Summary: Yossarian’s sanity almost drives him mad.
I once had a boss who had to vacate his office in favour of his superior because the said superior had discovered that his own office was two square feet smaller than that of my boss.
Anyone familiar with the world of work will have similar stories to tell about the petty jealousies and mindless bureaucracies that can blight this aspect of our lives. But such stupidities rarely threaten our lives – unless of course you are a health care worker depending on Boris Johnson for PPE during a global pandemic.
Mindless bureaucracy and petty jealousies are rarely the central themes of fictional portrayals of war, even though they are a frequent discussion in military history: Grant and Lee’s arguments over protocol at Cold Harbour, for example, that cost the lives of so many wounded. Or General Mark Clark’s career of incompetence during the Second World War’s Italian campaign.
Catch 22 sought to remedy that however. Bureaucracy, pointless protocol, military etiquette, get rich quick schemes dominate the narrative because it is these that dominate the priorities of those who don’t have to risk their lives.

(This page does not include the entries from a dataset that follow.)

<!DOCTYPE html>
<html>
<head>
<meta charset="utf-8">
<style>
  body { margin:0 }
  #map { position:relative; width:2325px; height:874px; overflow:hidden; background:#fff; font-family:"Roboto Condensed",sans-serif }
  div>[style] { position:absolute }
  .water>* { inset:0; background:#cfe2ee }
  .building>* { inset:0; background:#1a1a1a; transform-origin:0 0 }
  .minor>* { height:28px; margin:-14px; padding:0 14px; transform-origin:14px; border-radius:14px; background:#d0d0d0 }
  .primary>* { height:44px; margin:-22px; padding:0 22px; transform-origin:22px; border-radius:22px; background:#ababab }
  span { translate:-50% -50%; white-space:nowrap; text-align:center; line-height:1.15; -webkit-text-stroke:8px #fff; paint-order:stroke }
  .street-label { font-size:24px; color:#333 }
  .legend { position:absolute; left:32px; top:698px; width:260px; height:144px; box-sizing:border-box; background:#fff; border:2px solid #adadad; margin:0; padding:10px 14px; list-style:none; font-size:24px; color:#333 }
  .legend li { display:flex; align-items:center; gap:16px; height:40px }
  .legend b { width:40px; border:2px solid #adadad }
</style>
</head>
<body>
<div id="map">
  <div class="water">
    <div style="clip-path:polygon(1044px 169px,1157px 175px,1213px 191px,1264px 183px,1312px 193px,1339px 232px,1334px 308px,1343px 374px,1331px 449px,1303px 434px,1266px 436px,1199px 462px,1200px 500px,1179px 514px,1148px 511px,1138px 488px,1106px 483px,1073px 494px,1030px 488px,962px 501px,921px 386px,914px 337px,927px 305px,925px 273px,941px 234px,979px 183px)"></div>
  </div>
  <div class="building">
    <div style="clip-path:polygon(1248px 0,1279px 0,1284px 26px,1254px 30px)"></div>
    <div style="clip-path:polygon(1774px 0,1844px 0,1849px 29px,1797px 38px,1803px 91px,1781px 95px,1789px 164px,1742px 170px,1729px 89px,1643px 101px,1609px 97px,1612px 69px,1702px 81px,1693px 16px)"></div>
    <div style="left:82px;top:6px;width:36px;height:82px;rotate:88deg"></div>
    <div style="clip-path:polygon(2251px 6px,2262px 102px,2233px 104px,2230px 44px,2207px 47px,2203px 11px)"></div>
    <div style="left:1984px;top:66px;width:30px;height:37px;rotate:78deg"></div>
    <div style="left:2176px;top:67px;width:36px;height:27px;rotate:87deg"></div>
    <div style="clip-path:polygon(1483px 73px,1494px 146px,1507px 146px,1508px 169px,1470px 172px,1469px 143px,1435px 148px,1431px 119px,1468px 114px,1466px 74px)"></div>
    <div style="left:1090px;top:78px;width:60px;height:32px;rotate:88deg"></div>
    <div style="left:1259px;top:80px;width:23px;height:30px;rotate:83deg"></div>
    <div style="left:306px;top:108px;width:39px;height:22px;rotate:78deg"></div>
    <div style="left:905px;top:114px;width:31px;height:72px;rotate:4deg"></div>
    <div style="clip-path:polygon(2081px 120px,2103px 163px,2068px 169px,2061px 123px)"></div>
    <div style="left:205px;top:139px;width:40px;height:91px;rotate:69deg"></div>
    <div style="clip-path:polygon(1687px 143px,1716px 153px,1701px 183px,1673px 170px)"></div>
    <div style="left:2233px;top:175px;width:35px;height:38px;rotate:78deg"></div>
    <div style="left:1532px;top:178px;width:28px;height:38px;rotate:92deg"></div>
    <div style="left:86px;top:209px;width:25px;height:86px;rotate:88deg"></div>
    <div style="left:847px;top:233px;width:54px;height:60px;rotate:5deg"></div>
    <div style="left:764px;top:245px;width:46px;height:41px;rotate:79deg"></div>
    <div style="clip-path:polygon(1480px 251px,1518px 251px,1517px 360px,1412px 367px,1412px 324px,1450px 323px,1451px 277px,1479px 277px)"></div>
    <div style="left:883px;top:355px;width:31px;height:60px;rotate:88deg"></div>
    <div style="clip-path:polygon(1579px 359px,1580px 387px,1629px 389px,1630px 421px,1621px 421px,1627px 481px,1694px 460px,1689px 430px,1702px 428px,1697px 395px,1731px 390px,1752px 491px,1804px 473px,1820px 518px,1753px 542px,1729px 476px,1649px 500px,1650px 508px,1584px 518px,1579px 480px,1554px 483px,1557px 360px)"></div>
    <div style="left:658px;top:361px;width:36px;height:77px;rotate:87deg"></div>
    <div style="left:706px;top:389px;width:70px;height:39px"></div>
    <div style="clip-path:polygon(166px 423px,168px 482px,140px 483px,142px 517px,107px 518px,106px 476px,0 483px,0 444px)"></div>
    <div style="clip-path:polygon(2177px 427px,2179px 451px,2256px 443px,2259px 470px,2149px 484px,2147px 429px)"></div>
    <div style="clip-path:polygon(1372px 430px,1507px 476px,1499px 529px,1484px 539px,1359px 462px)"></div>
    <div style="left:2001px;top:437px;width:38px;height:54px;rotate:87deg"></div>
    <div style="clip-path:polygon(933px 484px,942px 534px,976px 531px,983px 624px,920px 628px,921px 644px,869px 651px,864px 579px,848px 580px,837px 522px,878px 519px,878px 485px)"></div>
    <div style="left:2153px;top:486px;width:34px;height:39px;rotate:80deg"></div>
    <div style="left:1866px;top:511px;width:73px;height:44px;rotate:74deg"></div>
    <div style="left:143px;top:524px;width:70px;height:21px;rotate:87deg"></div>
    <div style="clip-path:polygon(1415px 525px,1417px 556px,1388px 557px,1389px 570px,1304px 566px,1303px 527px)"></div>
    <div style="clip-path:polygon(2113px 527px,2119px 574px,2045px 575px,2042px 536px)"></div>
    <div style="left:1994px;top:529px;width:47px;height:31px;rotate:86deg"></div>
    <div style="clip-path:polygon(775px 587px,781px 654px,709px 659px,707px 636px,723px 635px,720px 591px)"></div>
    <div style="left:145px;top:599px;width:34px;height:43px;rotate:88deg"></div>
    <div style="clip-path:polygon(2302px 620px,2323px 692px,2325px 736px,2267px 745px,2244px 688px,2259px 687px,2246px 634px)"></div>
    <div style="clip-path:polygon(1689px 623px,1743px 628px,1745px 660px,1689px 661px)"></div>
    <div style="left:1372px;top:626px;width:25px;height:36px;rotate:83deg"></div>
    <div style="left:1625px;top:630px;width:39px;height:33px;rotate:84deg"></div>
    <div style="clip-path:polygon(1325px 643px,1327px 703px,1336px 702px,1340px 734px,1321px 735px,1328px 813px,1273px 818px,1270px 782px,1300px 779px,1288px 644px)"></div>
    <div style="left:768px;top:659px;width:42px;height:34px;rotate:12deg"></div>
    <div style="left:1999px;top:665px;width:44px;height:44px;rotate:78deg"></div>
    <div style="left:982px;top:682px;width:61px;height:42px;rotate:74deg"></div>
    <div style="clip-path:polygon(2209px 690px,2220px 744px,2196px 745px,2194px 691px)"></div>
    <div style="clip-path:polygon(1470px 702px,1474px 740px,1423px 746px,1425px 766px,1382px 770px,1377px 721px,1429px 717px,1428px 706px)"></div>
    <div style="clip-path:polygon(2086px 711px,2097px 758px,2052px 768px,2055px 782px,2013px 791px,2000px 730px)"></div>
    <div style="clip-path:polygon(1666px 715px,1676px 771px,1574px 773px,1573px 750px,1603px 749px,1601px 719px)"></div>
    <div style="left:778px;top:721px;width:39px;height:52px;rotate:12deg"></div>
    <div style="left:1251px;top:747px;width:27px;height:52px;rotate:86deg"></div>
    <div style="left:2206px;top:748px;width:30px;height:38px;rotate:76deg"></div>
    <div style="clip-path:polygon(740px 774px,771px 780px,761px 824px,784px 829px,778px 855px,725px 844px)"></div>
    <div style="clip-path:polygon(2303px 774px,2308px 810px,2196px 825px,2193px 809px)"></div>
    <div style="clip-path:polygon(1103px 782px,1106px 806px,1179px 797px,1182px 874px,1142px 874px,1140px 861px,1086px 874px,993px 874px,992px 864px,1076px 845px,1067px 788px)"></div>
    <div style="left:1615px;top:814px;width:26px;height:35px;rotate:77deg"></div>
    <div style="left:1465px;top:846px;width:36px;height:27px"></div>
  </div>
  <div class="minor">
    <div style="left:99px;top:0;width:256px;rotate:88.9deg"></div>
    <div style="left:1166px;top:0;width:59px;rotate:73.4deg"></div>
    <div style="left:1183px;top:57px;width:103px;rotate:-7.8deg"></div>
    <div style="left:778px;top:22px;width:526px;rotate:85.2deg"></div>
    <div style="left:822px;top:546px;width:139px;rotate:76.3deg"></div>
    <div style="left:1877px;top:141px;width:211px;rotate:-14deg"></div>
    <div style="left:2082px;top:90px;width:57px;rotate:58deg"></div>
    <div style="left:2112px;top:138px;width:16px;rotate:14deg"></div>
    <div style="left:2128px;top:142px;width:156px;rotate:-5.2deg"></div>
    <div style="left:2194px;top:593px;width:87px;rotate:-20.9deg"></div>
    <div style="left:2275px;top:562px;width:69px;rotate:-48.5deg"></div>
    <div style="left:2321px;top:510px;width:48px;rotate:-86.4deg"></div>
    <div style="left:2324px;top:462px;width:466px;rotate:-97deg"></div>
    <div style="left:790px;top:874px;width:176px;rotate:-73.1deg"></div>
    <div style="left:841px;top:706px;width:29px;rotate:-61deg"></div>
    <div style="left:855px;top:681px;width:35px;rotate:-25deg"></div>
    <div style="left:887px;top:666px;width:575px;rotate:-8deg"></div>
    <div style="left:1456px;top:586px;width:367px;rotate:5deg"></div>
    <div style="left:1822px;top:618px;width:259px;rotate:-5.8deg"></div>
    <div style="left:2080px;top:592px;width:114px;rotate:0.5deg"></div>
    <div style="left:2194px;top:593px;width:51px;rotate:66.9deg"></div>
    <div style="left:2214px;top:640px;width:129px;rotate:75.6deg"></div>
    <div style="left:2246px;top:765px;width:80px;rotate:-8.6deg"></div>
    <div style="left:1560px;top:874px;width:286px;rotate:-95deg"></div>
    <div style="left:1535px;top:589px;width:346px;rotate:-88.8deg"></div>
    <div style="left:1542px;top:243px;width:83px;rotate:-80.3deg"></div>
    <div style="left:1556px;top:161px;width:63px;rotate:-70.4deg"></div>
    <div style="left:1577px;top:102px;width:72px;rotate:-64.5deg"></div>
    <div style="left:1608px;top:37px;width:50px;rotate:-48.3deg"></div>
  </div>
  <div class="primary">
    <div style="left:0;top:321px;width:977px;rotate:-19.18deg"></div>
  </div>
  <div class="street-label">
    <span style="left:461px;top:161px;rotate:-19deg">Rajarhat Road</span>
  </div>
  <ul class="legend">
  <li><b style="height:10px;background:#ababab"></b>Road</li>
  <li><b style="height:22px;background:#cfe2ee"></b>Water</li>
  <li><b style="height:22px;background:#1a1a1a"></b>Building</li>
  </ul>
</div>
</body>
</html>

However for the novel’s anti-hero, John Yossarian, none of these things matter. He just wants to survive. Unlike his superiors, Yossarian knows what flack can do to a human body. He just wants the unrelenting terror of operations to end and to go home. However Yossarian discovers no matter how often he braves the guns of the Herman Goering division, he still has to fly. His superior’s dreams of martial glory leads him to keep pushing up the mission count in the hope that this will help him to become a general. Yossarian, like his pal the Chaplin, does not have the comfort of insanity or selfishness to cushion him from the pity of war, and so hovers perpetually on the edge of breakdown.
Catch 22 is a sprawling book, hopping amongst characters and their diverse but interconnected misadventures. Such is its complexity that George Clooney’s exceptionally fine television version of the story required robust editing of the narrative elements.
It is often described as a satire, and it certainly is rich with black comedy. But Joesph Heller was himself a veteran of 60 combat missions, like Yossarian, as a bombardier in the Italian campaign. So the horror of that experience is never far from the surface, and is something that moves centre-stage in the final chapters of the book.
Some years after Catch 22 was published a reporter put it to Heller that he had not written anything as good since. “No,” said Heller. “Neither has anyone else.”